Selon le document, 18 % des personnes interrogées ont fait l’expérience d’une interception en mer, 69 % ont rapporté au moins une violation ou abus en relation avec leur interception en mer, 74 % ont rapporté au moins une violation ou abus en relation avec leur expulsion et 44 % ont été laissés à une frontière sans soutien.

Sur l’expérience lors du retour, 47 % des personnes interrogées ont déclaré avoir été placées en détention au moins une fois au cours de leur retour et 94 % ont déclaré avoir été témoins ou avoir subi au moins une violation des Droits de l’homme (DH).

Concernant la corrélation entre la détention et les retours forcés, 75 % des personnes ayant subi un retour forcé ont été détenues.

Sur l’impact sur la réintégration, l’étude a montré que 75 % n’ont pas pu recevoir d’assistance depuis leur retour, 69 % des personnes interrogées ont déclaré que le sentiment d’échec ou de honte était un défi majeur à leur retour, 65 % rapportent avoir progressé en termes de reconnexion avec la famille, 60 % des personnes interrogées ont déclaré n’avoir fait aucun progrès ou avoir régressé par rapport aux indicateurs clés et 36 % déclarent avoir régressé par rapport à leur situation d’emploi et à leurs moyens de subsistance.

‘’Quel que soit le type de retour, les répondants ont le plus souvent déclaré qu'ils avaient le sentiment de ne pas avoir eu le choix de leur retour (57 %). La majorité des répondants ont estimé qu'ils n'étaient pas bien préparés à leur retour. Alors que 60 % de tous les répondants ont déclaré n’avoir fait aucun progrès ou avoir régressé par rapport aux indicateurs clés (santé, éducation, logement, emploi, etc.)’’, a confié hier la chercheuse Aurélia Donnard, la manager régionale pour l’Afrique de l’Ouest et du Centre du Centre pour la migration mixte.
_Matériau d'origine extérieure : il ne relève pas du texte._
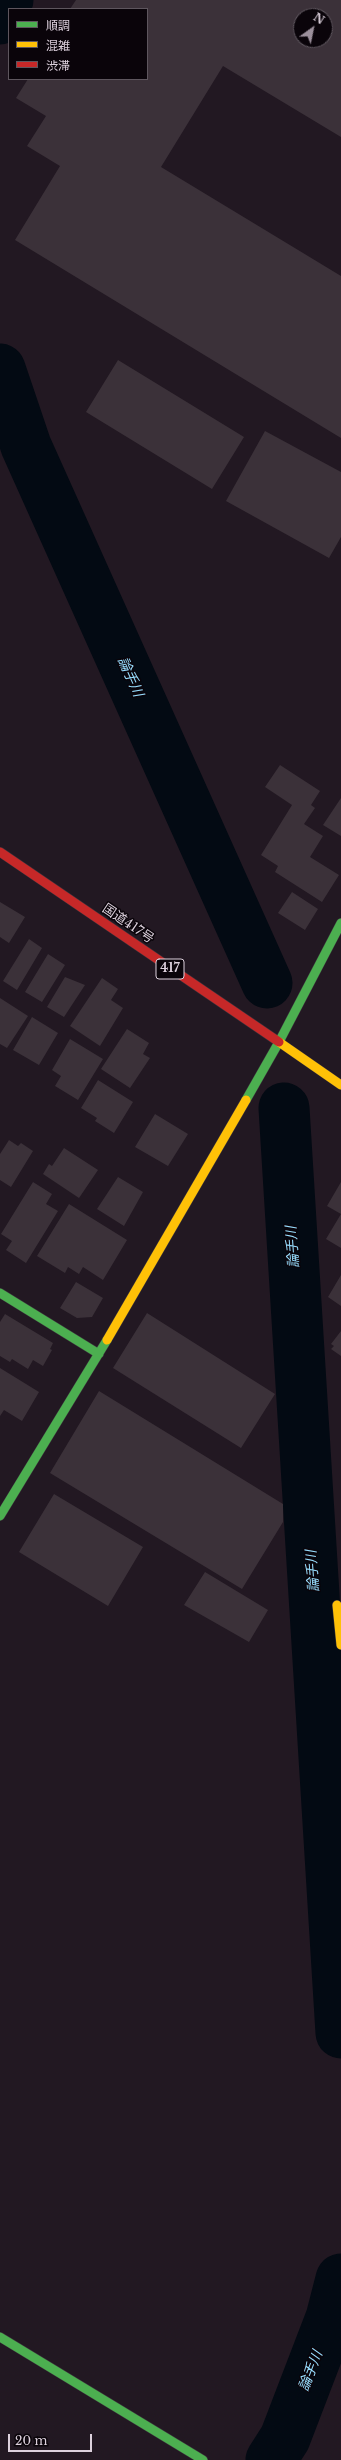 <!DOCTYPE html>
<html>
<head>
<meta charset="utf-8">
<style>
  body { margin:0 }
  #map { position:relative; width:341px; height:2460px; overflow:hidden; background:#221822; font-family:"Libre Baskerville","Noto Sans JP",serif }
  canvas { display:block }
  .legend { position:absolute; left:8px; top:8px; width:140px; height:72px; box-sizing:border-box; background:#0a040a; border:1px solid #5e565e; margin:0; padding:5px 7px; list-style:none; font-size:12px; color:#ddd1dd }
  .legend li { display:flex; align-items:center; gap:8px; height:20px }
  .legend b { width:20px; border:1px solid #5e565e }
  .north { position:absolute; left:293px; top:8px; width:40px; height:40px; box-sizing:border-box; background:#0a040a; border:1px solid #5e565e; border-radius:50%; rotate:33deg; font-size:11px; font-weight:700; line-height:16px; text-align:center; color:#ddd1dd }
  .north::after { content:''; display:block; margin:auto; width:14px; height:18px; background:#9c909c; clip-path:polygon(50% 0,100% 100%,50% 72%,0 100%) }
  .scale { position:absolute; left:8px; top:2434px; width:84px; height:18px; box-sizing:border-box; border:2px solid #ddd1dd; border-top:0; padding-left:5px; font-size:12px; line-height:14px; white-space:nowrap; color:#ddd1dd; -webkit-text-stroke:3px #0a040a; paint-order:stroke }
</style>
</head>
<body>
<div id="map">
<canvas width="341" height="2460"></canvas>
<ul class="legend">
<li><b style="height:5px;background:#4caf50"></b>順調</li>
<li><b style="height:5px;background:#ffc107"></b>混雑</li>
<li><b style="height:5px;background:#c62828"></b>渋滞</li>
</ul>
<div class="north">N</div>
<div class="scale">20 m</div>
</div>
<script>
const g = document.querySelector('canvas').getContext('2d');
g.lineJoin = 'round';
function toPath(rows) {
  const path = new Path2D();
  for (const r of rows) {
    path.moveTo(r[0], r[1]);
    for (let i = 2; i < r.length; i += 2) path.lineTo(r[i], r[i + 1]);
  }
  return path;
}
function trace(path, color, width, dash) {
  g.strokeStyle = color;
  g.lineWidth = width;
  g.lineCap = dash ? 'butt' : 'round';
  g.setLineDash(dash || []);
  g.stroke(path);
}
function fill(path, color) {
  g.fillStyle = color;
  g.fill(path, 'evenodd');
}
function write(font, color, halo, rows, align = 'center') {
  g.font = font + ' "Libre Baskerville","Noto Sans JP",serif';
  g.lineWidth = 3;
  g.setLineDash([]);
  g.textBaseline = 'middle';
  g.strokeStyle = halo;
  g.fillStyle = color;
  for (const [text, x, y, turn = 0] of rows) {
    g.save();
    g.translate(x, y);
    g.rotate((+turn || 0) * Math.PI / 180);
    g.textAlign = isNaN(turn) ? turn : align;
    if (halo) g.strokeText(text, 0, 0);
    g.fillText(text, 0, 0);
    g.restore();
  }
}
const river = toPath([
  [0,19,8,0],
  [0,369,26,446,267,983],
  [284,1108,341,2033],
  [271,2460,285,2438,331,2318,341,2279]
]);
const building = toPath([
  [76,0,341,0,341,137,223,66,161,167,341,276,341,438,15,240,60,166,27,146,46,116,16,98,28,79,147,79,147,9,70,9],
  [301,16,325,16,325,40,301,40],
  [118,360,244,437,212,489,86,412],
  [265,431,341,472,341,537,329,558,226,501],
  [280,765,320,791,311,805,315,808,304,824,323,836,310,857,339,875,322,902,275,872,278,866,261,855,292,805,265,787],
  [341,798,341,836,323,825],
  [292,892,318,909,305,930,278,913],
  [0,902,25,917,9,943,0,937],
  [29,939,42,948,17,990,3,981],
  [48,954,65,965,42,1002,25,992],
  [65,977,85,985,64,1017,47,1007],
  [102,978,118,989,111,1000,123,1008,100,1046,70,1026],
  [0,998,28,1016,7,1048,0,1044],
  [32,1017,58,1033,39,1065,13,1050],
  [127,1029,149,1043,143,1054,150,1058,130,1088,101,1069],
  [70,1039,103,1059,78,1100,55,1086,61,1076,52,1070],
  [98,1080,133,1102,114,1133,95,1121,97,1118,81,1108],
  [155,1114,188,1134,168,1166,135,1147],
  [9,1140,18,1146,21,1143,33,1151,11,1187,0,1180,0,1154],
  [64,1148,98,1170,79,1198,43,1174,49,1164,52,1166],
  [118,1177,143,1192,124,1226,97,1209],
  [33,1182,52,1194,46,1204,58,1211,26,1263,6,1250,12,1241,1,1234],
  [341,1182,341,1248,326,1239,341,1214,327,1206],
  [69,1204,127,1240,103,1280,83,1267,79,1274,68,1267,65,1273,37,1256],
  [341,1275,341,1306,328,1297],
  [76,1282,103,1298,92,1317,77,1318,60,1308],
  [147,1313,275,1394,241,1448,113,1368],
  [5,1314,53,1343,50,1349,52,1350,43,1366,33,1360,28,1369,12,1359,10,1362,0,1356,0,1322],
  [341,1331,341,1356,331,1349,334,1346,331,1344],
  [0,1368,39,1392,22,1421,4,1410,0,1416],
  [99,1391,283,1504,283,1522,242,1589,50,1473],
  [54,1494,143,1547,108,1606,19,1552],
  [205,1572,268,1610,249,1642,184,1605]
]);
const fast = toPath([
  [246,1100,279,1042,341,923],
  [0,1293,99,1354],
  [0,1516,107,1340],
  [0,2337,203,2460]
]);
const slow = toPath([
  [279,1042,341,1085],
  [107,1340,246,1100],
  [337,1605,341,1645]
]);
const jam = toPath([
  [0,852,279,1042]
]);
const shields = [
  [170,969,28]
];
const shieldNames = [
  ["417",170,969]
];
const streetNames = [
  ["国道417号",128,924,34]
];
const waterNames = [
  ["論手川",130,677,66],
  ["論手川",293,1247,-94],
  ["論手川",313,1571,-94],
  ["論手川",311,2371,-69]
];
trace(river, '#030a13', 51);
fill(building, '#3b3139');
trace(fast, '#3d353d', 10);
trace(slow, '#3d353d', 10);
trace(jam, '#3d353d', 10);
trace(fast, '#4caf50', 9);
trace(slow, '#ffc107', 9);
trace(jam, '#c62828', 9);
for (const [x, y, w] of shields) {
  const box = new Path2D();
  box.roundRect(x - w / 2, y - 10, w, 20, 3);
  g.fillStyle = '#0a040a';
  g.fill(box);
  trace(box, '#ddd1dd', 1);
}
write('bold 12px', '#ddd1dd', null, shieldNames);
write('13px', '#ddd1dd', '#0a040a', streetNames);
write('italic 14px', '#97ddfe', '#0a040a', waterNames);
</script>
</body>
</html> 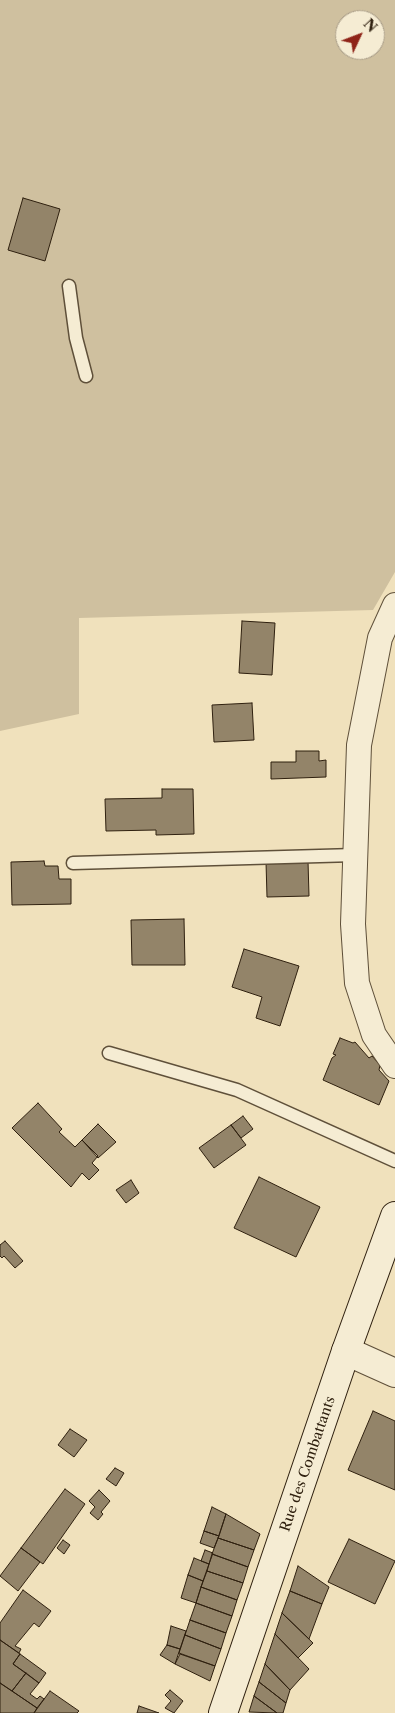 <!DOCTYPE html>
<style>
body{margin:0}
#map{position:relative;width:395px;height:1713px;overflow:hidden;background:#f0e1bc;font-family:"Libre Caslon Text",serif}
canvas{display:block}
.north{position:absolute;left:335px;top:10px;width:50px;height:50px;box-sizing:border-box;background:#f5ecd3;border:1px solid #a69a85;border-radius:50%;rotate:47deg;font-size:14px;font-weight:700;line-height:20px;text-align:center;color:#2f200f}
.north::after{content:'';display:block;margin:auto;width:18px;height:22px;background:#8f2418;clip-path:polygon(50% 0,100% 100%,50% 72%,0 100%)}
</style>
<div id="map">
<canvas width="395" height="1713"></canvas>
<div class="north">N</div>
</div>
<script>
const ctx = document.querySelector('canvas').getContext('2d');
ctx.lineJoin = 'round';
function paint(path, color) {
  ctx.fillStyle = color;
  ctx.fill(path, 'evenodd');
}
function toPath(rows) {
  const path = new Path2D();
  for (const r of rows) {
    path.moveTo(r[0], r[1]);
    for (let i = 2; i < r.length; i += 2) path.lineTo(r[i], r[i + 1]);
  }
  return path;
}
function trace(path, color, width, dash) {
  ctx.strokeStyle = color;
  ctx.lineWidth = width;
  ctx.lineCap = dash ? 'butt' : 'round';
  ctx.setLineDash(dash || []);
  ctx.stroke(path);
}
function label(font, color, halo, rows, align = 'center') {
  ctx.font = font + ' "Libre Caslon Text",serif';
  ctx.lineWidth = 4;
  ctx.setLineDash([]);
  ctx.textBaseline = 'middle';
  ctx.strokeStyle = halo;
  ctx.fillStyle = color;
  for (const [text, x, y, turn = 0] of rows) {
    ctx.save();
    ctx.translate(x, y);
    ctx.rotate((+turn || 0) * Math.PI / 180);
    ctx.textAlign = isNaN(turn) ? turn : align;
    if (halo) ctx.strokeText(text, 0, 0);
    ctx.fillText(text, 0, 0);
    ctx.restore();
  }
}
paint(toPath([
 [0,0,395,0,395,572,373,610,79,618,79,714,0,731],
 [345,20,375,20,375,50,345,50]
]), '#cfc09f');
const building = toPath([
 [23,198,60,209,45,261,8,250,23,198],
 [242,621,275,623,272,675,239,673,242,621],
 [252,703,254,740,214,742,212,705,252,703],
 [296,751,319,751,319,761,326,760,326,777,271,779,271,762,296,762,296,751],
 [162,789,193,789,194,834,156,835,156,830,106,831,105,799,162,798,162,789],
 [44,861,45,866,58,866,59,879,71,879,71,904,12,905,11,862,44,861],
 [308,861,309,896,267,897,266,862,308,861],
 [184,919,185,965,132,965,131,920,184,919],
 [244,949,299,966,280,1026,256,1018,262,997,232,987,244,949],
 [340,1038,353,1043,355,1042,369,1058,372,1056,380,1065,379,1070,389,1081,379,1105,323,1080,332,1058,336,1055,333,1054,340,1038],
 [38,1103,62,1129,59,1132,75,1147,82,1140,98,1156,92,1163,99,1170,89,1180,82,1173,71,1187,12,1128,38,1103],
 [243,1116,253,1129,241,1138,231,1125,243,1116],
 [98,1124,116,1142,98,1158,82,1140,98,1124],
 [231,1125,246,1145,214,1168,199,1148,231,1125],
 [259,1177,320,1207,296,1257,234,1228,259,1177],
 [131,1180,139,1193,126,1203,116,1190,131,1180],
 [5,1241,23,1261,15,1268,4,1256,2,1258,0,1256,0,1245,5,1241],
 [373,1411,395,1421,395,1490,348,1470,373,1411],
 [70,1429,87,1440,74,1457,58,1445,70,1429],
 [115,1468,124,1473,116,1486,106,1479,115,1468],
 [65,1489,85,1504,43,1564,21,1548,65,1489],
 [99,1490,110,1501,101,1512,103,1514,98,1520,90,1513,95,1507,89,1501,99,1490],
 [212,1507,226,1514,219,1536,204,1531,212,1507],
 [226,1514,260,1534,254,1550,218,1538,226,1514],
 [204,1531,219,1536,214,1548,200,1543,204,1531],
 [218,1538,254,1550,248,1567,212,1554,218,1538],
 [349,1539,395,1561,375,1604,328,1582,349,1539],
 [63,1540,70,1545,64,1554,57,1548,63,1540],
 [21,1548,40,1562,18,1591,0,1576,21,1548],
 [205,1550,213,1553,209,1564,201,1561,205,1550],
 [212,1554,248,1567,243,1583,207,1571,212,1554],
 [194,1558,209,1564,203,1581,188,1575,194,1558],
 [298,1566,329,1587,322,1604,290,1591,298,1566],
 [207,1571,243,1583,237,1600,201,1587,207,1571],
 [188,1575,203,1581,196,1603,181,1598,188,1575],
 [201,1587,237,1600,232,1616,196,1603,201,1587],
 [23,1590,51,1611,39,1627,34,1623,15,1646,21,1649,19,1653,0,1640,0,1623,23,1590],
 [290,1591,322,1604,309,1639,282,1613,290,1591],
 [196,1603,232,1616,226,1633,190,1620,196,1603],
 [282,1613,313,1643,298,1658,275,1634,282,1613],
 [190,1620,226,1633,221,1649,185,1635,190,1620],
 [171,1626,186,1631,180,1649,167,1645,171,1626],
 [275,1634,309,1669,290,1690,265,1664,275,1634],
 [185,1635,221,1649,215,1666,179,1653,185,1635],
 [0,1640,20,1654,13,1664,26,1673,12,1691,0,1683,0,1640],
 [167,1645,180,1649,175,1664,160,1655,167,1645],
 [20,1654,46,1673,39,1683,13,1664,20,1654],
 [180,1654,215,1666,210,1681,175,1664,180,1654],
 [265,1664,290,1690,286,1703,259,1682,265,1664],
 [26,1673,39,1683,30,1694,37,1699,40,1696,44,1699,37,1708,12,1691,26,1673],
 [259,1682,286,1703,283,1713,277,1713,254,1696,259,1682],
 [0,1683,37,1708,34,1713,0,1713,0,1683],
 [170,1690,183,1701,174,1713,165,1708,171,1701,165,1695,170,1690],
 [50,1691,79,1711,77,1713,34,1713,50,1691],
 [254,1696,277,1713,249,1712,254,1696],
 [139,1706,159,1713,137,1713,139,1706]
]);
paint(building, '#938469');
trace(building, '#2f200f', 1);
const service = toPath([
 [69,286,76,338,86,376],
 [73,863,355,855],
 [109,1053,237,1090,395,1161]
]);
const minor = toPath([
 [395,605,380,638,359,745,353,924,357,983,374,1035,395,1066]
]);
const tertiary = toPath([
 [346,1351,395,1373]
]);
const secondary = toPath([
 [223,1713,346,1351,395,1216]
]);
trace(service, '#5f503a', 15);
trace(minor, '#5f503a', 26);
trace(tertiary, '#5f503a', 30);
trace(secondary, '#2f200f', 30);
trace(service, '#f5ecd3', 12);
trace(minor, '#f5ecd3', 24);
trace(tertiary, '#f5ecd3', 28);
trace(secondary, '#f5ecd3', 28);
label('14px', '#2f200f', '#f5ecd3', [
 ["Rue des Combattants",308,1464,-71]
]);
</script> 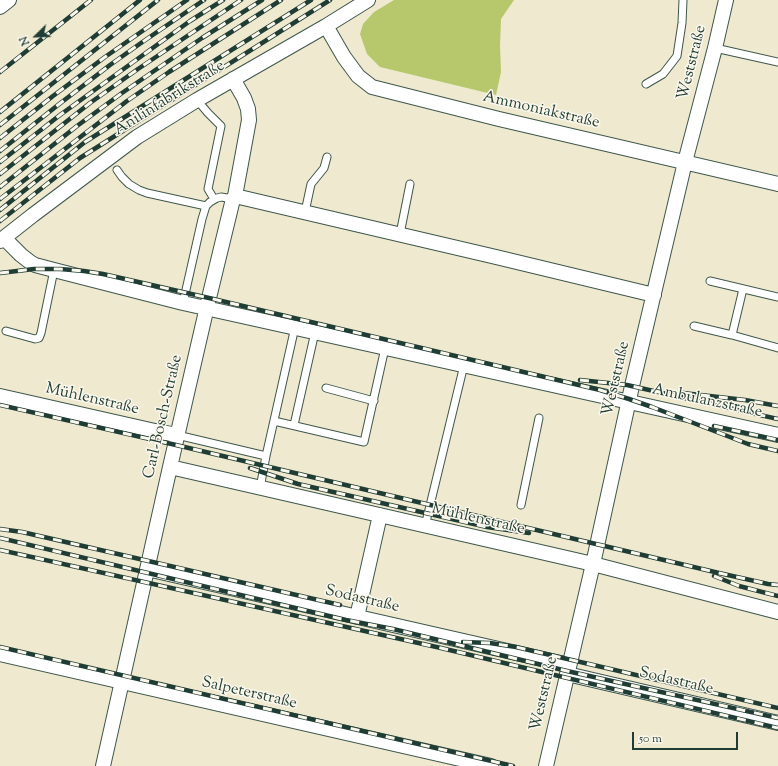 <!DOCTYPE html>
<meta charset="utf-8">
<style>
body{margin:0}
#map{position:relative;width:778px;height:766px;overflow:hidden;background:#efe9cf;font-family:"Sorts Mill Goudy",serif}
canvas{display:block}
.north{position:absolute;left:16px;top:16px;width:40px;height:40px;-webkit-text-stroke:3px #fbf7ec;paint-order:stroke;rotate:247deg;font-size:11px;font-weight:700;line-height:16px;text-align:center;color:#1f3d34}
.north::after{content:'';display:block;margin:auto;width:14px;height:18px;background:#1f3d34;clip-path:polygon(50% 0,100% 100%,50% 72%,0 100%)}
.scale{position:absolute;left:632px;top:732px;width:106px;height:18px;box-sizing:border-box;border:2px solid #1f3d34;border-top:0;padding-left:5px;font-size:12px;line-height:14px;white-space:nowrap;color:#1f3d34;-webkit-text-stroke:3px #fbf7ec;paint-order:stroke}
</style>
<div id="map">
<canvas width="778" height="766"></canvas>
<div class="north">N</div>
<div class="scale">50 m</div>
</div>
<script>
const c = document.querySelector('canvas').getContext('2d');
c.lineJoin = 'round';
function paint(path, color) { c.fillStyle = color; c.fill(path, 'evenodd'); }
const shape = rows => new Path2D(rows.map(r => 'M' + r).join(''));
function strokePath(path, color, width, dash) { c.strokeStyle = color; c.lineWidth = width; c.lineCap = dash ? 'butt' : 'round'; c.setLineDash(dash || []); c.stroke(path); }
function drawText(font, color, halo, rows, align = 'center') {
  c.font = font + ' "Sorts Mill Goudy",serif'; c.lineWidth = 3; c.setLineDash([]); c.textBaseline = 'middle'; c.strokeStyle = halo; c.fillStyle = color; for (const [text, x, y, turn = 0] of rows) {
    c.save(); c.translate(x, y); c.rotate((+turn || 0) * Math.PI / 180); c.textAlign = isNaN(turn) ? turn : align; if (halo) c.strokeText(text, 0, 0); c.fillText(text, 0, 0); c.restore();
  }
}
const green = shape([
 [394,0,514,0,501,19,500,45,501,72,496,95,380,67,367,54,360,34,363,24,374,12]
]);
const service = shape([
 [715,48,778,62],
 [646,84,663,74,677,56,682,23,683,0],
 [197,100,208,113,221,126,208,189,214,199],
 [117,170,122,177,129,184,139,190,147,193,206,206],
 [305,212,311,184,324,168,327,157],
 [400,234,410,184],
 [710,281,778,297],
 [183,303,202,219,206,206,210,202,217,198,221,197,233,199],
 [694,326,732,335,743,289],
 [6,331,35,339,39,338,41,333,54,270],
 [732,335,778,348],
 [326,388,374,401],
 [274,421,364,442,385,348],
 [294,425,315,332],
 [177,435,266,456,295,327],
 [260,488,266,456],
 [521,505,539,418],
 [425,526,464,365]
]);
const minor = shape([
 [0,7,9,0],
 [326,26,344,57,358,76,372,87,499,119,778,184],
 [235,196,496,257,654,295],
 [4,238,21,255,30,262,35,265,54,270,183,303,778,435],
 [0,241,33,215,137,137,197,100,326,26,368,0],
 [0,396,155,431,177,435],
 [170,467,593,564,778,612],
 [147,569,569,665],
 [357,617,380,515],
 [0,654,491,766],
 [567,674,778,723],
 [103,766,170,467,209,298,233,199,235,196,249,120,248,109,244,98,233,79],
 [546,766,593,564,632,386,685,162,715,48,726,0]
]);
const rail = shape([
 [0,72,91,0],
 [0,112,140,0],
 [0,125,158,0],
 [0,138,53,96,105,57,187,0],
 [0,151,58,105,110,65,141,43,204,0],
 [0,162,60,115,190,21,223,0],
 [0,174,90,103,138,69,241,0],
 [0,187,77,126,122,93,202,38,262,0],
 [0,199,127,101,169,72,281,0],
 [0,210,85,142,311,0],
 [0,221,80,158,330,0],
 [0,273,34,269,60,269,84,271,103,274,209,298,600,390,629,399,652,407,748,444,778,451],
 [580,380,627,385,778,419],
 [683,393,745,400,778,406],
 [0,405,176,445,719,573,768,584,778,585],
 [714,426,778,440],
 [250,468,298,484,487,527,529,533],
 [0,529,22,532,340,605],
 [0,538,346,620,393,629,567,671,778,718],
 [0,550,441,648,778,728],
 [714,576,739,586,778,596],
 [463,642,490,643,516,647,778,708],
 [0,647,513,766]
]);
const streetNames = [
 ["Weststraße",693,63,-76],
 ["Anilinfabrikstraße",170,99,-32],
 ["Ammoniakstraße",541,111,13],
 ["Weststraße",617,379,-77],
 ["Mühlenstraße",92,400,13],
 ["Ambulanzstraße",707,402,12],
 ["Carl-Bosch-Straße",164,417,-77],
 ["Mühlenstraße",478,520,13],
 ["Sodastraße",362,600,13],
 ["Sodastraße",676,682,13],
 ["Salpeterstraße",249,694,13],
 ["Weststraße",545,694,-77]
];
paint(green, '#b6c86b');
strokePath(service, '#3e574b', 9);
strokePath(minor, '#3e574b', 16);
strokePath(service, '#fff', 7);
strokePath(minor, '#fff', 14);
strokePath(rail, '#1f3d34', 4.5);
strokePath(rail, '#fbf7ec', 3, [9]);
drawText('16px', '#1f3d34', '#fbf7ec', streetNames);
</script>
Selon elle, sur l’usage de la force, les indicateurs clés de progrès sont encore plus affectés chez les personnes ayant subi l’usage de la force lors de leur retour. Les 3/4 des personnes ayant subi un retour forcé, d’après elle, ont été détenues et 94 % ont rapporté avoir subi des violations de DH lors de la détention. Les dommages et traumatismes subis pendant le voyage et le retour ont un impact, selon elle, sur la réintégration des personnes qui rapportent davantage de régression, et un sentiment d’échec.

‘’Les abus les plus courants signalés pendant la détention, cités par la majorité des répondants, sont le manque de nourriture (70 %), le manque d’eau (65 %), la surpopulation (62 %), les formes non physiques de violence (harcèlement, stigmatisation et xénophobie, 58 %) et les conditions non hygiéniques (56 %). La violence physique (45 %) est fréquemment citée’’, souligne-t-elle.

En outre, selon l’étude, il existe une forte corrélation entre la détention et les recours forcés. Environ 72 % des personnes déportées vers le Sénégal et 77 % des expulsées vers le Sénégal ont déclaré avoir été détenues lors de leur retour. En comparaison, seulement 30 % des personnes qui sont rentrées spontanément ont été détenues.

Les recommandations

Concernant les recommandations, la chercheuse Aurélia Donnard plaide pour une meilleure assistance aux migrants victimes de retours forcés, un accompagnement continu et une meilleure intégration, car, devant la population, les migrants de retour pensent qu’ils ont échoué.